**WORK INSTRUCTIONS**
In the entries below, find the line with "fill:#1a73e8; stroke:#114b97; stroke-width:2" and the line with "3l9 9-9 9-9-9zM9". Return those two lines and all lines between them, exactly.

Dataset entries:
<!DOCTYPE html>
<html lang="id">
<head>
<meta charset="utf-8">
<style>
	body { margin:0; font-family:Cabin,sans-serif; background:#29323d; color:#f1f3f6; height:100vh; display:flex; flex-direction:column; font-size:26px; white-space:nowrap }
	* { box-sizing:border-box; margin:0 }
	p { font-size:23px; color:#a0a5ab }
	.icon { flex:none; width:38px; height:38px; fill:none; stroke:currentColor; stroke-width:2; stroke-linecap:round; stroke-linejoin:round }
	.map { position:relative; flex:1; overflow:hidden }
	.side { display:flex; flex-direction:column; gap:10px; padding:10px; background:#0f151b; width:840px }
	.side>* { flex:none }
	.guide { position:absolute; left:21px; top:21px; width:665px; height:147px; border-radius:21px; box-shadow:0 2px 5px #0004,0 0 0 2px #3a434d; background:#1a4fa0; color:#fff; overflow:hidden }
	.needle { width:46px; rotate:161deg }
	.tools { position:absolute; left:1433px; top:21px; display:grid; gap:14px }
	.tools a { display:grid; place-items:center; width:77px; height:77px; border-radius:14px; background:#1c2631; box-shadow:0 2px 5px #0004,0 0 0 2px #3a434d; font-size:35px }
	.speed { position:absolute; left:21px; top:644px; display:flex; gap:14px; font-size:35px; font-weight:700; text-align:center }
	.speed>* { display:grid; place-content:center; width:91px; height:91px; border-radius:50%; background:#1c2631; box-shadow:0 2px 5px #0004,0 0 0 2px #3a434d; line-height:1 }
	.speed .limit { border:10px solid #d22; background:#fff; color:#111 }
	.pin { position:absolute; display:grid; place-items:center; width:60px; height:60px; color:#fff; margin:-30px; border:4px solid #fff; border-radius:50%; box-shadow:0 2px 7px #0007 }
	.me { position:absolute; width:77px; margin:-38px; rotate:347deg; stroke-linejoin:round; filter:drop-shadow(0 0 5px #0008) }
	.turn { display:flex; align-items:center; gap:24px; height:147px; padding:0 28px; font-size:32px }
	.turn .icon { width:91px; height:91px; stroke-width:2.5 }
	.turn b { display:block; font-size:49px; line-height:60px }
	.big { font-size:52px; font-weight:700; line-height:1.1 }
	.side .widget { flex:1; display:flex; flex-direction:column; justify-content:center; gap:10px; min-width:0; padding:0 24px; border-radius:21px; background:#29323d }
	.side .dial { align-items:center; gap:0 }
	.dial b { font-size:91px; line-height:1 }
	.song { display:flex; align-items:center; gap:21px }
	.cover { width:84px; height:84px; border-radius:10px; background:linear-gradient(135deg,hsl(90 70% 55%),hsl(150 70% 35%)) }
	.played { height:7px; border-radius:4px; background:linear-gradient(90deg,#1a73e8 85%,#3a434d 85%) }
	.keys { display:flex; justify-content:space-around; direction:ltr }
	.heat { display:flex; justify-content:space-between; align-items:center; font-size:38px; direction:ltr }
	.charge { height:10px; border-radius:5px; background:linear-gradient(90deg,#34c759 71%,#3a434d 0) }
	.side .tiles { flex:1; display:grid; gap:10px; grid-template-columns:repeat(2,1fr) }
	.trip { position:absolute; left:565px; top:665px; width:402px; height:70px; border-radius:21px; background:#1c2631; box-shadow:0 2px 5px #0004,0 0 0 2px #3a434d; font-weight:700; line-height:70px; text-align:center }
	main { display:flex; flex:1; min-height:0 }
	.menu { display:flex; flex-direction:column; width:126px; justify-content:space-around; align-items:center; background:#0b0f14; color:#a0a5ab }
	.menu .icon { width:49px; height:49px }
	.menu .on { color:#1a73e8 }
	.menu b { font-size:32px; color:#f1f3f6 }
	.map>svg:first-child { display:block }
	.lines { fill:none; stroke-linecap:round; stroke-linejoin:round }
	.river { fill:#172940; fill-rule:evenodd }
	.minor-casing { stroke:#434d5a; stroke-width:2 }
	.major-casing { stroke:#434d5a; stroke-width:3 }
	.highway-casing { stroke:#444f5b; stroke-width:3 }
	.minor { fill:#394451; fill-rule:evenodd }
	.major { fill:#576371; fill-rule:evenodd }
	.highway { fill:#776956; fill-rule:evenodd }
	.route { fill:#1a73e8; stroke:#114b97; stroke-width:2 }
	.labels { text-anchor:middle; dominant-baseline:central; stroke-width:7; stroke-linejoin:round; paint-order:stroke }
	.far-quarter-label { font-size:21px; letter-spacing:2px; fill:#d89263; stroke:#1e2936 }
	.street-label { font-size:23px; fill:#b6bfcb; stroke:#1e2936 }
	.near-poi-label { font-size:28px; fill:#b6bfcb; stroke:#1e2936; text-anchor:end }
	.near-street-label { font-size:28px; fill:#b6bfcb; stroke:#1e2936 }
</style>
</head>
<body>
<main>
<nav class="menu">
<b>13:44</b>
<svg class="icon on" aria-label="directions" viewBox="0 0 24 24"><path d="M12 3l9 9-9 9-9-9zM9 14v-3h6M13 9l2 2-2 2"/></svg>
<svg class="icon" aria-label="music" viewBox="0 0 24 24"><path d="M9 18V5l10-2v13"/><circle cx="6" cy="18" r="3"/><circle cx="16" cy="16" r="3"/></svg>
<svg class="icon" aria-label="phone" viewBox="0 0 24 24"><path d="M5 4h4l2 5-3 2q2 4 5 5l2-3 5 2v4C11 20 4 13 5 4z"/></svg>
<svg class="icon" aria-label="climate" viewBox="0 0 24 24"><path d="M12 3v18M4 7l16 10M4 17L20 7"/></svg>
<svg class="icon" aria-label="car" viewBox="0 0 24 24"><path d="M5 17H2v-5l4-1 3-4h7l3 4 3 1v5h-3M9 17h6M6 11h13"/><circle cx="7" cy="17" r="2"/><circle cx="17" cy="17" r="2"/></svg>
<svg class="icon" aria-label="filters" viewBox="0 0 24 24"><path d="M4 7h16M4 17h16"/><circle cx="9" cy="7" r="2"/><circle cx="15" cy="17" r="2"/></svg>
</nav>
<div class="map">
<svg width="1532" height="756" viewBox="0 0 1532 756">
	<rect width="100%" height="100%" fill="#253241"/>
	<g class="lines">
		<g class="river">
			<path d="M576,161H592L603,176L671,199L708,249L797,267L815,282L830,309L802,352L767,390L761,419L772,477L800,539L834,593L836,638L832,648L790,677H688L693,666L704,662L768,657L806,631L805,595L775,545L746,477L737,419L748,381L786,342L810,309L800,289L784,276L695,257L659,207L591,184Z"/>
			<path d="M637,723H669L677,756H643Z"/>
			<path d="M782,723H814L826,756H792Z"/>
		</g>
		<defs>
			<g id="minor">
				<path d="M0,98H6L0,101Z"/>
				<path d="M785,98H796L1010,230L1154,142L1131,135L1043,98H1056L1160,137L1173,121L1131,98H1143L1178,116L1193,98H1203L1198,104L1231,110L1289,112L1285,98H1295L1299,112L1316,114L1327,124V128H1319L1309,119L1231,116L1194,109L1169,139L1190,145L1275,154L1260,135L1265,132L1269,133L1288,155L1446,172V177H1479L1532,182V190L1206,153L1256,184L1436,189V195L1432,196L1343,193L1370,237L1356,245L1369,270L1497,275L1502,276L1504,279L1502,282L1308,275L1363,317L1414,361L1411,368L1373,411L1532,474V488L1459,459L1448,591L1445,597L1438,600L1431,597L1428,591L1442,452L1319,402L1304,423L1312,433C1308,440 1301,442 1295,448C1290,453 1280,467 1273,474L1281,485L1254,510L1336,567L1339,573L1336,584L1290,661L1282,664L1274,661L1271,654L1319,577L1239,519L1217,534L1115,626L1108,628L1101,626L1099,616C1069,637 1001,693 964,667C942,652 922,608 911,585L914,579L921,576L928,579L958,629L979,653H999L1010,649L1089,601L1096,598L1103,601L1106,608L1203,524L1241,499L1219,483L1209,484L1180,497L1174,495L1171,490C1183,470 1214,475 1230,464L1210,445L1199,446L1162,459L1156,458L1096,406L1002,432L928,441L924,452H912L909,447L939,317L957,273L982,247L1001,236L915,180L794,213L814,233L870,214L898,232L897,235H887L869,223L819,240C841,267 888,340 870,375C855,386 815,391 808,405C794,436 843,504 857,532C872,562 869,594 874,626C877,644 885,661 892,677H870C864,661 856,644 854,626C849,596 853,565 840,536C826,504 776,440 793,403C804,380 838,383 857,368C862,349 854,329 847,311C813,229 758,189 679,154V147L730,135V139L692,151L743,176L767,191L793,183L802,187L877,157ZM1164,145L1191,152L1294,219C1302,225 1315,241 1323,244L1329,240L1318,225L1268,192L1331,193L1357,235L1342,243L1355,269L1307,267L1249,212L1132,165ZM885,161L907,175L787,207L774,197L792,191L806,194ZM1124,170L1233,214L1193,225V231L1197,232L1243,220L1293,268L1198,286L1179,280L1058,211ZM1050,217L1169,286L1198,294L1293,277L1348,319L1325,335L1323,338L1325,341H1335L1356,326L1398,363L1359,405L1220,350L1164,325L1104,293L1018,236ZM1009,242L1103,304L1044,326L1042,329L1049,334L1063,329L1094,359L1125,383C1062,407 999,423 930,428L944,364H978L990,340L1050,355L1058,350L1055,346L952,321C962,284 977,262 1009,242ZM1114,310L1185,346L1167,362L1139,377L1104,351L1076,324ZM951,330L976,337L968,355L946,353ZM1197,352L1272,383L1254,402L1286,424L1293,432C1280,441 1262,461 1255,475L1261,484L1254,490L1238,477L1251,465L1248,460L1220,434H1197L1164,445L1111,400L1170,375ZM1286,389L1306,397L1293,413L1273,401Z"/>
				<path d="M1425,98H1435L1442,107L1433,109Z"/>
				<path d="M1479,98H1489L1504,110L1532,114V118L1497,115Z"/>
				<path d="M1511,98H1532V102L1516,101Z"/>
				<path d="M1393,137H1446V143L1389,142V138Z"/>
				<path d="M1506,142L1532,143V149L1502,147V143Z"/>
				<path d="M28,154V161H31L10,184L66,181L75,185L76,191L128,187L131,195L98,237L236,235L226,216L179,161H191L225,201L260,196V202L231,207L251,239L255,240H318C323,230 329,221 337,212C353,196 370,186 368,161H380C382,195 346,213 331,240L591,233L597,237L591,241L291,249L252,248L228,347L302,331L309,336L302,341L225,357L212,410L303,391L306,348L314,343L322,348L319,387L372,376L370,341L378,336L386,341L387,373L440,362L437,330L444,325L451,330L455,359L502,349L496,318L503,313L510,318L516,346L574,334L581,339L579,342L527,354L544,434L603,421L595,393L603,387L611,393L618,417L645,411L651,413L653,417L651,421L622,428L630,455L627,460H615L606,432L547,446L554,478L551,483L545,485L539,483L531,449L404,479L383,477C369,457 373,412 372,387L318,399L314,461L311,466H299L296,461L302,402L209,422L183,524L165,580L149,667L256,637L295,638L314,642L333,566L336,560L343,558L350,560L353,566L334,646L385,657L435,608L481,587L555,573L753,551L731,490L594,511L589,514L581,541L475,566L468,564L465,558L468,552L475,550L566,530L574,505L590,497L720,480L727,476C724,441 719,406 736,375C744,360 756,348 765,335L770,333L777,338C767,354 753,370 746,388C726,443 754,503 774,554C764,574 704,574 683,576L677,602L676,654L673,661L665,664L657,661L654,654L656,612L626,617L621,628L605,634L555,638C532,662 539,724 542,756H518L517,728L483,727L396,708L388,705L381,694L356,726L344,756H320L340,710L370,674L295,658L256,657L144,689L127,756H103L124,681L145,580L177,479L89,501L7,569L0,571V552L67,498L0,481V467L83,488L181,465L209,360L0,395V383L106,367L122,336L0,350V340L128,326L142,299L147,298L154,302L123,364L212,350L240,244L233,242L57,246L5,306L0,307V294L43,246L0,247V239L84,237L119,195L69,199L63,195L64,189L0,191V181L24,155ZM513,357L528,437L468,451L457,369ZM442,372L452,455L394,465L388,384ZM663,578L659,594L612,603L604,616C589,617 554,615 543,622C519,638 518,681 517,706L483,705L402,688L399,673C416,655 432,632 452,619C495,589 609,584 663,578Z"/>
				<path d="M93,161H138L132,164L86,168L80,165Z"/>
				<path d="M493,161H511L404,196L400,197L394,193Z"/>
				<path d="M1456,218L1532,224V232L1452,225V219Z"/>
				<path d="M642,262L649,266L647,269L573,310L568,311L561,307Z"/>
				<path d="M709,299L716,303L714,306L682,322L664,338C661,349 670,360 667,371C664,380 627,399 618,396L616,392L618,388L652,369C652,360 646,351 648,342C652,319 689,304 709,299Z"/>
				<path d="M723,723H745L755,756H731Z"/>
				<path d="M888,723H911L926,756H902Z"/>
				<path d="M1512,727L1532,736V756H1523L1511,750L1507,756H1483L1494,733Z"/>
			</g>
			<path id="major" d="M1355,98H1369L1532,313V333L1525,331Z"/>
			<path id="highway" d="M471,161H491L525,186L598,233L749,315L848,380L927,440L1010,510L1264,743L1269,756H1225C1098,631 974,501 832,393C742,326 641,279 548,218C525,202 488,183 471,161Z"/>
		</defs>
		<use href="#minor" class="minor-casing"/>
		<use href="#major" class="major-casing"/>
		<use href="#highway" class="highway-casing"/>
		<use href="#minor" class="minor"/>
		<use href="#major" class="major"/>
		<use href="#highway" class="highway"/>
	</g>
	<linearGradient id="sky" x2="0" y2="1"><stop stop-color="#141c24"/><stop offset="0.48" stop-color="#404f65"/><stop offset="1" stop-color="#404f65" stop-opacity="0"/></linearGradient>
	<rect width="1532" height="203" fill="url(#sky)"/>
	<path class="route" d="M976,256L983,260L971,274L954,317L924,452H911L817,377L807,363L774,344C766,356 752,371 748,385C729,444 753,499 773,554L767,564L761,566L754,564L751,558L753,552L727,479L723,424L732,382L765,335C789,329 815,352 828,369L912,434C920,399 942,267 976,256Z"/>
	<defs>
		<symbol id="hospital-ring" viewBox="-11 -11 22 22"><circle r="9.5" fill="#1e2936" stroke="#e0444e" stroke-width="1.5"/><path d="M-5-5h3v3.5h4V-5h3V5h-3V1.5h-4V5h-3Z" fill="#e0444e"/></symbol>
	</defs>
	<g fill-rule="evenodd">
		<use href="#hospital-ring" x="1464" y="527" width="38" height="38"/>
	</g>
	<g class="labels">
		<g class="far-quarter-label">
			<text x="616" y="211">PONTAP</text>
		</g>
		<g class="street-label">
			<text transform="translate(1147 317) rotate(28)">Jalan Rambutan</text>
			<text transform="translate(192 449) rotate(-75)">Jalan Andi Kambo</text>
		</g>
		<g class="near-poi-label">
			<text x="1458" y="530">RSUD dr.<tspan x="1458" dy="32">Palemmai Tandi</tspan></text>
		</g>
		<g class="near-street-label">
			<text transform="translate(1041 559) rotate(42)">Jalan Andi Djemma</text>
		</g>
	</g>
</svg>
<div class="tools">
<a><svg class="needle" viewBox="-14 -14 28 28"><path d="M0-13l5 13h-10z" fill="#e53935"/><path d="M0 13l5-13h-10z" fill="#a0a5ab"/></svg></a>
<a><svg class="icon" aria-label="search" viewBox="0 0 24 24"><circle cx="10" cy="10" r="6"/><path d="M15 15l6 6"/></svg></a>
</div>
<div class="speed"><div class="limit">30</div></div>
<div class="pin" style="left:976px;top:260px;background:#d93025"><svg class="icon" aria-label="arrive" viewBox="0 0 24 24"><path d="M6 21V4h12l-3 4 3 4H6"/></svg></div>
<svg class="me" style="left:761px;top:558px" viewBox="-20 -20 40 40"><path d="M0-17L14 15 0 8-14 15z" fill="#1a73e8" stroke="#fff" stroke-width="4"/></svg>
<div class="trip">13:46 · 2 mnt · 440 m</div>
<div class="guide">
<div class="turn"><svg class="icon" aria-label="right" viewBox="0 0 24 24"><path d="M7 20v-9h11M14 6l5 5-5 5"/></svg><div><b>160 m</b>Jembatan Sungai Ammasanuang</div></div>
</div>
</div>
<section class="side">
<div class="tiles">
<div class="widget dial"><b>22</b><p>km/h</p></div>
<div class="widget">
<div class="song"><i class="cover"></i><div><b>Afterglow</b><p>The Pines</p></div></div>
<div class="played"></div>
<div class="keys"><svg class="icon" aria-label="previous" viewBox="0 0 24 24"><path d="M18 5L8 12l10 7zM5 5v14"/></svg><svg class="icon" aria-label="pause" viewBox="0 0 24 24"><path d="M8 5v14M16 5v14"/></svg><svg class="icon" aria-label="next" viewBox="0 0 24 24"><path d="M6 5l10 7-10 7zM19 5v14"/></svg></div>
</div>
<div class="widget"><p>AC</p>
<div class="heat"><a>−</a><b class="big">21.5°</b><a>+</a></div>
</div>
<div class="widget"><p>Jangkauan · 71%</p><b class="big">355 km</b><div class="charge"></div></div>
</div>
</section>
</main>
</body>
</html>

**THE COMPLETED TASK**
	.route { fill:#1a73e8; stroke:#114b97; stroke-width:2 }
	.labels { text-anchor:middle; dominant-baseline:central; stroke-width:7; stroke-linejoin:round; paint-order:stroke }
	.far-quarter-label { font-size:21px; letter-spacing:2px; fill:#d89263; stroke:#1e2936 }
	.street-label { font-size:23px; fill:#b6bfcb; stroke:#1e2936 }
	.near-poi-label { font-size:28px; fill:#b6bfcb; stroke:#1e2936; text-anchor:end }
	.near-street-label { font-size:28px; fill:#b6bfcb; stroke:#1e2936 }
</style>
</head>
<body>
<main>
<nav class="menu">
<b>13:44</b>
<svg class="icon on" aria-label="directions" viewBox="0 0 24 24"><path d="M12 3l9 9-9 9-9-9zM9 14v-3h6M13 9l2 2-2 2"/></svg>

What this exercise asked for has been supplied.